The short answer is yes. Our plan is to create a dynamic framework for the commissioning of resettlement and rehabilitative intervention opportunities. To complement this, we will ring-fence £20 million a year in an innovation fund to attract match funding from other Departments and commissioning bodies for innovative cross-cutting approaches.
Yes, I do think that is a very sensible goal, and sometimes that point has been missed in the debate about the transforming rehabilitation programme. My view is that we need to build on those reforms, and that is why on 16 May I outlined the changes we were making. My hon. Friend is right that we need to be ambitious and provide coverage for as many ex-offenders as possible.
I am not sure whether the Secretary of State has had a chance yet to see the report published this morning by Crest Advisory on the management of women offenders. It suggests that police and crime commissioners should develop gender-informed alternatives to cautions and thereby keep women out of the criminal justice system. Will he consider that recommendation and the others in the report, and would he or one of his ministerial colleagues be willing to meet me and representatives of Crest to discuss it?
I confess I have not had an opportunity yet to read the report published this morning, but from what the hon. Lady says it appears to go in a similar direction to the female offenders strategy I set out last year. I know that the Under-Secretary of State for Justice, my hon. Friend the Member for Charnwood (Edward Argar), would be delighted to meet her to discuss the matter further.
I also congratulate the new Ministers on their appointment.
Short sentences target the most vulnerable offenders, especially women, with 75% of all women offenders sentenced to less than a year going on to reoffend. Has the Secretary of State made an assessment of the impact of short prison sentences on offenders and communities?
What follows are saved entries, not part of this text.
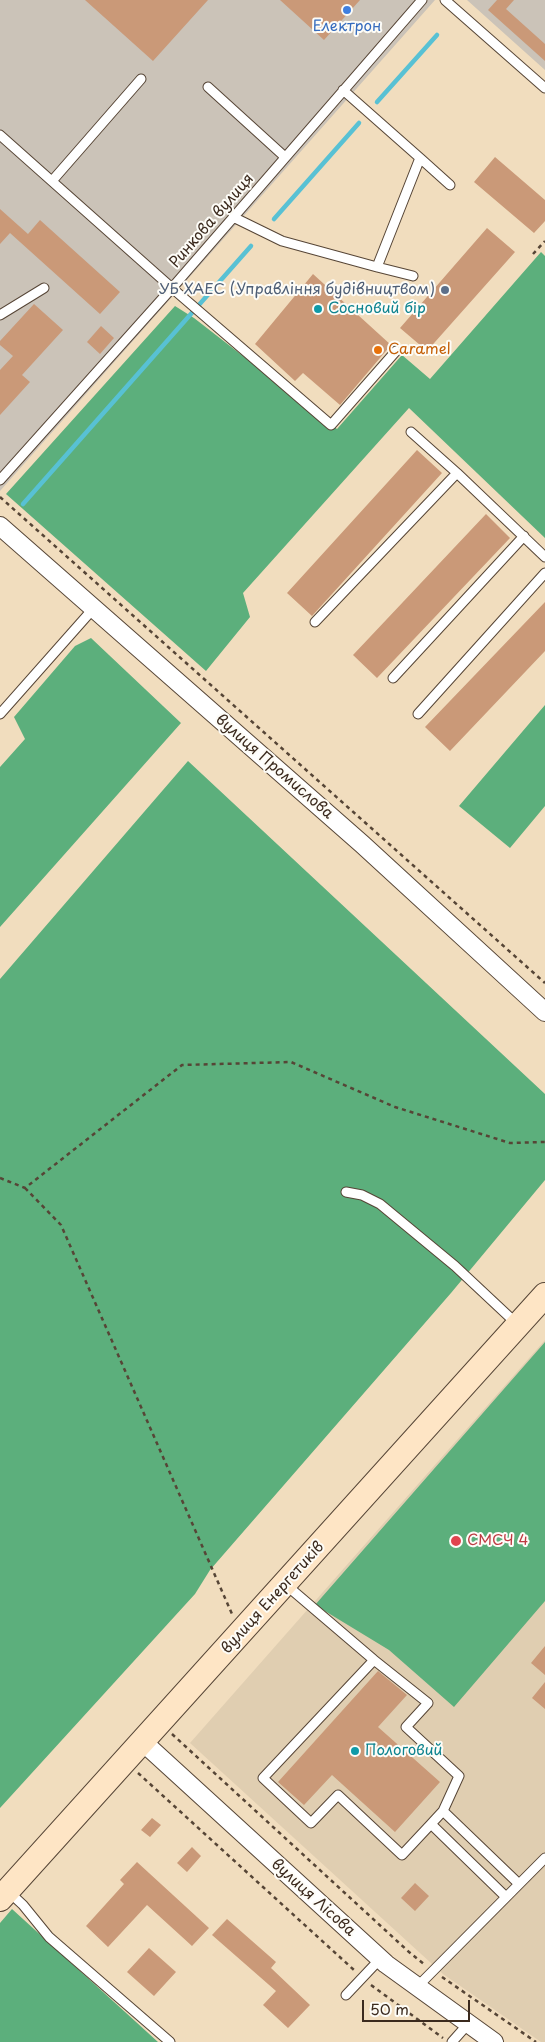 <!DOCTYPE html>
<html>
<head>
<meta charset="utf-8">
<style>
	body { margin:0 }
	#map { position:relative; width:545px; height:2042px; overflow:hidden; background:#f1ddbe; font-family:"Playpen Sans",sans-serif }
	canvas { display:block }
	.scale { position:absolute; left:362px; top:2000px; width:108px; height:22px; box-sizing:border-box; border:2px solid #3b2a1e; border-top:0; padding-left:6px; font-size:15px; line-height:18px; white-space:nowrap; color:#3b2a1e; -webkit-text-stroke:4px #fdfcf7; paint-order:stroke }
</style>
</head>
<body>
<div id="map">
<canvas width="545" height="2042"></canvas>
<div class="scale">50 m</div>
</div>
<script>
const ctx = document.querySelector('canvas').getContext('2d');
ctx.lineJoin = 'round';
function fillPath(path, color) { ctx.fillStyle = color; ctx.fill(path, 'evenodd'); }
const toPath = rows => new Path2D(rows.map(r => 'M' + r).join(''));
function strokePath(path, color, width, dash) { ctx.strokeStyle = color; ctx.lineWidth = width; ctx.lineCap = dash ? 'butt' : 'round'; ctx.setLineDash(dash || []); ctx.stroke(path); }
function drawText(font, color, halo, rows, align = 'center') {
  ctx.font = font + ' "Playpen Sans",sans-serif'; ctx.lineWidth = 4; ctx.setLineDash([]); ctx.textBaseline = 'middle'; ctx.strokeStyle = halo; ctx.fillStyle = color; for (const [text, x, y, turn = 0] of rows) {
    ctx.save(); ctx.translate(x, y); ctx.rotate((+turn || 0) * Math.PI / 180); ctx.textAlign = isNaN(turn) ? turn : align; if (halo) ctx.strokeText(text, 0, 0); ctx.fillText(text, 0, 0); ctx.restore();
  }
}
const built = toPath([
	[545,1340,545,2042,541,2042,443,1974,190,1743]
]);
const industrial = toPath([
	[0,0,435,0,0,491],
	[467,0,545,0,545,70]
]);
const forest = toPath([
	[541,252,545,256,545,538,409,408,243,593,250,617,206,671,6,494,175,306,194,318,337,429,402,355,430,379],
	[91,638,181,723,0,927,0,767,25,739,14,717,75,646],
	[545,705,545,806,510,848,459,806],
	[188,761,545,1094,545,1180,451,1293,210,1570,195,1594,0,1808,0,979],
	[545,1342,545,1601,454,1707,389,1650,315,1605],
	[12,1909,158,2042,0,2042,0,1923]
]);
const stream = toPath([
	[377,102,437,35],
	[274,219,359,123],
	[23,504,251,246]
]);
const building = toPath([
	[85,0,208,0,153,61],
	[280,0,360,0,324,40],
	[497,0,514,0,506,9,545,44,545,61,488,10],
	[495,157,545,200,545,221,534,233,474,182],
	[0,209,28,234,40,220,120,292,100,314,10,233,0,244],
	[487,228,515,252,427,351,400,328],
	[313,274,391,345,340,405,303,373,295,381,255,344],
	[34,304,63,330,22,375,30,382,0,415,0,370,13,356,0,345,0,341],
	[101,326,114,338,100,354,87,342],
	[417,450,442,473,312,616,287,593],
	[486,514,510,538,377,678,353,655],
	[545,602,545,651,450,751,425,727],
	[545,1646,545,1675,531,1663],
	[378,1671,407,1695,378,1727,440,1782,395,1832,332,1775,304,1805,278,1782],
	[545,1682,545,1709,532,1698],
	[152,1818,161,1825,150,1837,141,1830],
	[192,1847,201,1856,187,1872,177,1863],
	[137,1862,209,1928,192,1946,147,1905,108,1947,86,1926,124,1884,120,1880],
	[415,1883,429,1896,415,1911,401,1898],
	[227,1919,276,1962,271,1968,310,2005,288,2028,263,2005,276,1991,212,1935],
	[149,1948,176,1972,154,1996,127,1972]
]);
const path = toPath([
	[533,254,545,241],
	[0,497,545,983],
	[0,1178,25,1188,182,1065,291,1062,395,1107,510,1143,545,1142],
	[25,1188,61,1225,232,1614],
	[172,1734,409,1952,425,1965],
	[138,1773,354,1970],
	[442,1977,536,2042],
	[371,1985,443,2038]
]);
const lane = toPath([
	[445,0,545,88],
	[208,87,285,157],
	[0,135,172,288,331,425,396,351],
	[420,158,450,185],
	[52,181,141,79],
	[233,217,282,241,377,267,420,158,343,90],
	[377,267,413,276],
	[0,315,44,288],
	[411,432,457,473,545,557],
	[0,480,172,288,422,0],
	[315,622,457,473],
	[393,678,524,536],
	[0,714,93,609],
	[418,714,545,573],
	[346,1192,362,1195,380,1204,455,1266,518,1325],
	[285,1584,374,1660,428,1703,406,1727,459,1776,443,1811],
	[374,1660,263,1778,311,1823,338,1795,402,1855,431,1824],
	[8,1891,23,1905,49,1937,170,2042],
	[506,1897,431,1824,443,1811,519,1884],
	[417,1987,545,1858],
	[346,1995,380,1959],
	[452,2042,468,2024]
]);
const street = toPath([
	[0,526,362,844,545,1012],
	[143,1742,386,1964,494,2042]
]);
const secondary = toPath([
	[0,1899,545,1295]
]);
const markers = [
	[347,10,5,"#3f7fe0"],
	[445,290,5,"#5c6f8a"],
	[318,309,5,"#0f9aa8"],
	[378,350,5,"#e8710a"],
	[456,1541,6,"#e0444e"],
	[355,1751,5,"#0f9aa8"]
];
const shopNames = [
	["Електрон",347,27]
];
const streetNames = [
	["Ринкова вулиця",212,221,-49],
	["вулиця Промислова",274,767,41],
	["вулиця Енергетиків",273,1598,-48],
	["вулиця Лісова",313,1898,42]
];
const serviceNames = [
	["УБ ХАЕС (Управління будівництвом)",435,290]
];
const cultureNames = [
	["Сосновий бір",328,309],
	["Пологовий",365,1751]
];
const foodNames = [
	["Caramel",388,350]
];
const healthNames = [
	["СМСЧ 4",467,1541]
];
fillPath(built, '#e0ceb1');
fillPath(industrial, '#cbc3b8');
fillPath(forest, '#5caf7c');
strokePath(stream, '#58c1d4', 4.5);
fillPath(building, '#ca9978');
strokePath(lane, '#564536', 11);
strokePath(street, '#564536', 20);
strokePath(secondary, '#564536', 26);
strokePath(path, '#564536', 2.5, [4, 4]);
strokePath(lane, '#fff', 9);
strokePath(street, '#fff', 18);
strokePath(secondary, '#fee5c5', 24);
for (const [x, y, r, color] of markers) { const dot = new Path2D(); dot.arc(x, y, r, 0, 2 * Math.PI); ctx.fillStyle = color; ctx.fill(dot); strokePath(dot, '#fdfcf7', 2); }
drawText('15px', '#366cbe', '#fdfcf7', shopNames);
drawText('15px', '#3b2a1e', '#fdfcf7', streetNames);
drawText('15px', '#4e5e75', '#fdfcf7', serviceNames, 'right');
drawText('15px', '#0d838f', '#fdfcf7', cultureNames, 'left');
drawText('15px', '#c56008', '#fdfcf7', foodNames, 'left');
drawText('15px', '#be3a42', '#fdfcf7', healthNames, 'left');
</script>
</body>
</html> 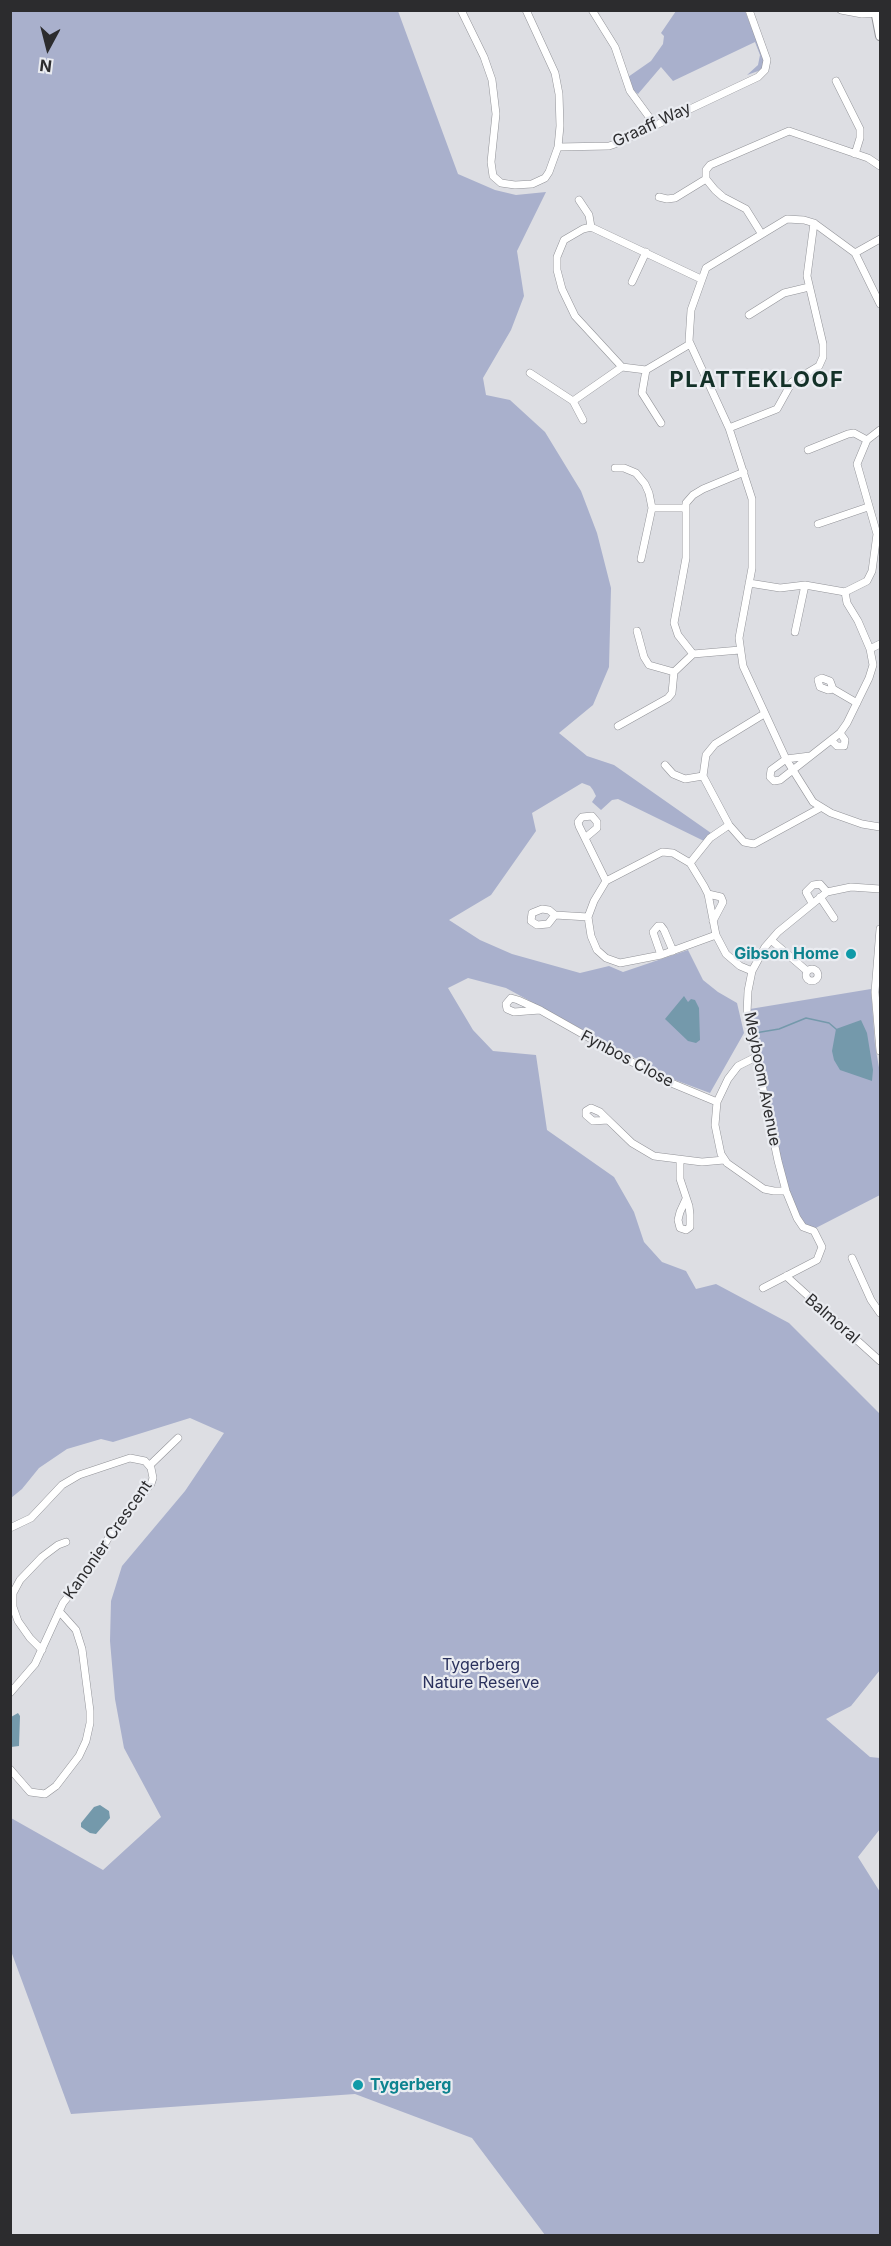 <!DOCTYPE html>
<style>
body{margin:0}
#map{position:relative;width:891px;height:2246px;overflow:hidden;background:#dddee3;font-family:Inter,sans-serif}
canvas{display:block}
.frame{position:absolute;inset:0;border:12px solid #2c2c2e;pointer-events:none}
.north{position:absolute;left:18px;top:18px;width:60px;height:60px;-webkit-text-stroke:4px #eaecf1;paint-order:stroke;rotate:187deg;font-size:16px;font-weight:700;line-height:24px;text-align:center;color:#2c2c2e}
.north::after{content:'';display:block;margin:auto;width:21px;height:27px;background:#2c2c2e;clip-path:polygon(50% 0,100% 100%,50% 72%,0 100%)}
</style>
<div id="map">
<canvas width="891" height="2246"></canvas>
<div class="frame"></div>
<div class="north">N</div>
</div>
<script>
const ctx = document.querySelector('canvas').getContext('2d');
ctx.lineJoin = 'round';
function fillPath(path, color) { ctx.fillStyle = color; ctx.fill(path, 'evenodd'); }
const poly = rows => new Path2D(rows.map(r => 'M' + r).join(''));
function trace(path, color, width, dash) { ctx.strokeStyle = color; ctx.lineWidth = width; ctx.lineCap = dash ? 'butt' : 'round'; ctx.setLineDash(dash || []); ctx.stroke(path); }
function label(font, color, halo, rows, align = 'center') {
  ctx.font = font + ' Inter,sans-serif'; ctx.lineWidth = 4.5; ctx.setLineDash([]); ctx.textBaseline = 'middle'; ctx.strokeStyle = halo; ctx.fillStyle = color; for (const [text, x, y, turn = 0] of rows) {
    ctx.save(); ctx.translate(x, y); ctx.rotate((+turn || 0) * Math.PI / 180); ctx.textAlign = isNaN(turn) ? turn : align; if (halo) ctx.strokeText(text, 0, 0); ctx.fillText(text, 0, 0); ctx.restore();
  }
}
fillPath(poly([
 [11,11,398,11,458,174,495,190,516,195,546,192,517,251,524,296,511,330,483,378,486,395,510,400,545,432,581,491,597,533,611,588,609,667,593,705,559,733,587,756,614,765,711,833,704,841,618,799,612,800,601,810,592,802,596,796,593,790,590,786,582,783,532,813,536,831,491,895,449,920,480,940,512,954,580,973,609,966,623,972,688,950,703,980,718,992,737,1003,744,1033,710,1093,675,1080,506,988,468,978,448,988,473,1030,493,1051,536,1055,547,1130,614,1177,634,1212,644,1242,662,1262,686,1271,696,1289,716,1284,789,1323,880,1414,880,1670,851,1706,826,1719,870,1757,880,1758,880,1829,858,1857,880,1892,880,2235,545,2235,472,2138,355,2094,71,2114,11,1951,11,1818,103,1870,161,1817,124,1748,115,1699,110,1641,111,1601,122,1566,185,1491,224,1433,190,1418,113,1442,101,1439,67,1449,39,1468,22,1489,11,1498],
 [676,11,745,11,764,59,764,64,761,70,747,75,758,65,760,55,755,42,673,81,661,67,638,94,633,90,628,77,651,61,663,44,664,36,661,33],
 [871,989,875,1045,880,1073,880,1195,808,1232,793,1206,787,1188,750,1009]
]), '#a9b0cc');
fillPath(poly([
 [684,996,688,1002,691,999,695,1000,699,1008,700,1040,696,1043,688,1041,665,1019],
 [861,1020,867,1033,873,1070,872,1081,840,1070,834,1060,832,1051,836,1029],
 [18,1713,20,1716,19,1746,11,1747,11,1717],
 [100,1805,109,1811,110,1818,96,1834,90,1833,81,1827,81,1823,94,1807]
]), '#7499ab');
trace(poly([
 [755,1033,779,1029,806,1018,829,1023,836,1029]
]), '#7499ab', 1.5);
const minor = poly([
 [461,10,484,57,492,80,496,114,491,162,493,176,501,183,515,185,532,184,545,178,549,172,558,147,560,126,559,94,555,73,526,10],
 [592,10,615,47,630,91,655,125],
 [841,10,862,14,880,13],
 [836,81,860,129,860,138,855,154],
 [558,147,609,146,618,143,758,77,765,70,767,60,749,10],
 [659,197,667,199,675,198,706,179],
 [579,200,589,215,591,227],
 [761,233,746,209,723,197,715,190,706,179,706,170,710,165,789,131,868,158,880,166],
 [855,253,880,239],
 [632,282,646,252],
 [880,304,855,253,814,223,804,220,787,219,706,268,691,310,689,341,729,428,752,499,752,568,739,638,743,666,786,759,813,802,831,813,862,824,880,827],
 [749,315,784,293,809,287],
 [690,344,646,370,622,367,575,316,562,289,557,270,557,257,564,240,583,229,591,227,701,279],
 [646,370,642,393,661,423],
 [530,373,573,401,583,420],
 [573,401,622,367],
 [729,428,777,409,792,382,819,366,823,357,823,344,807,276,814,223],
 [808,450,848,434,854,433,867,440],
 [615,468,624,468,636,473,645,484,649,493,652,508,641,559],
 [652,508,685,508],
 [818,524,868,507],
 [749,583,780,588,805,585,845,592,867,581,872,571,877,534,857,464,867,440,880,430],
 [637,631,644,657,649,665,674,672],
 [795,632,805,585],
 [870,649,880,644],
 [740,650,693,654,678,635,674,623,686,558,686,503,693,495,703,489,744,472],
 [674,672,693,654],
 [833,689,830,681,822,678,818,680,820,687,828,690,833,689,857,703],
 [764,714,715,744,706,755,703,776,729,825,744,842,754,844,820,808],
 [618,726,668,698,672,693,674,672],
 [831,740,837,746,844,746,845,740,840,733],
 [810,756,786,759,771,770,770,777,774,781,780,780,840,733,847,723,869,678,873,665,870,649,858,621,847,603,845,592],
 [665,765,673,774,685,779,703,776],
 [585,838,597,828,597,822,592,816,582,817,578,822,579,826,606,881],
 [690,863,710,838,729,825],
 [708,894,721,897,723,902,713,921],
 [820,897,834,918],
 [812,903,806,892,813,885,820,884,827,892],
 [555,915,548,924,537,925,531,921,532,913,542,909,549,910,555,915,588,917],
 [880,929,875,992,880,1051],
 [716,935,661,955,620,963,606,958,597,950,591,936,588,917,594,901,606,881,662,852,673,853,690,863,704,886,708,894,716,935,726,954,740,966,752,971],
 [771,940,807,971],
 [661,955,653,932,658,926,661,926,664,930,673,951],
 '806 975a6 6 0 1 1 12 0a6 6 0 1 1-12 0Z',
 [540,1010,514,1012,507,1009,506,1004,511,998,518,1000,540,1010,664,1080,717,1102],
 [756,1057,738,1066,728,1079,717,1102,715,1125,721,1154,727,1163,764,1189,774,1191,786,1191],
 [608,1120,593,1121,586,1115,586,1111,591,1108,600,1112,604,1116,632,1143,654,1156,702,1162,724,1160],
 [680,1160,680,1179,689,1206,690,1215,690,1227,686,1230,680,1228,678,1220,680,1212,686,1199],
 [852,1258,871,1300,880,1313],
 [786,1276,880,1361],
 [763,1288,817,1260,822,1247,814,1231,803,1227,797,1218,786,1191,778,1161,747,1013,748,991,752,971,765,947,778,932,827,892,851,887,880,889],
 [150,1465,178,1438],
 [10,1528,31,1518,62,1485,79,1475,130,1458,145,1461,151,1468,153,1478,151,1484,114,1529,86,1574,63,1603,35,1664,10,1693],
 [42,1650,30,1638,18,1621,13,1607,13,1593,20,1580,42,1557,58,1545,66,1542],
 [10,1769,30,1792,45,1794,56,1786,79,1756,86,1741,90,1723,90,1711,82,1649,76,1630,59,1611]
]);
const major = poly([
 [875,10,880,36]
]);
trace(minor, '#929398', 8);
trace(major, '#929398', 10);
trace(minor, '#fff', 7);
trace(major, '#fff', 8);
for (const [x, y, r, color] of [
 [851,954,6,"#0f9aa8"],
 [358,2085,6,"#0f9aa8"]
]) { const dot = new Path2D(); dot.arc(x, y, r, 0, 2 * Math.PI); ctx.fillStyle = color; ctx.fill(dot); trace(dot, '#eaecf1', 2); }
label('16px', '#2c2c2e', '#eaecf1', [
 ["Graaff Way",652,125,-25],
 ["Fynbos Close",627,1059,28],
 ["Meyboom Avenue",762,1079,79],
 ["Balmoral",832,1319,41],
 ["Kanonier Crescent",108,1540,-55]
]);
label('bold 16px', '#0d838f', '#eaecf1', [
 ["Gibson Home",839,954],
 ["Tygerberg",370,2085,"left"]
], 'right');
label('16px', '#2a315d', '#eaecf1', [
 ["Tygerberg",481,1665],
 ["Nature Reserve",481,1683]
]);
ctx.letterSpacing = '1.5px';
label('bold 22px', '#133128', '#eaecf1', [
 ["PLATTEKLOOF",757,380]
]);
ctx.letterSpacing = '0px';
</script>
Indeed I am concerned about the impact of short sentences, not just on those who receive them but on society as a whole, because if they are ineffective in reducing reoffending, we are not doing society a favour and we are not reducing crime in the way we want to. As I said a moment ago, we set out our approach in the female offenders strategy—there is a case for looking at alternatives to custody for less serious offences. As a whole, I am ambitious to reduce the use of short sentences, which I do not see as being effective in reducing crime.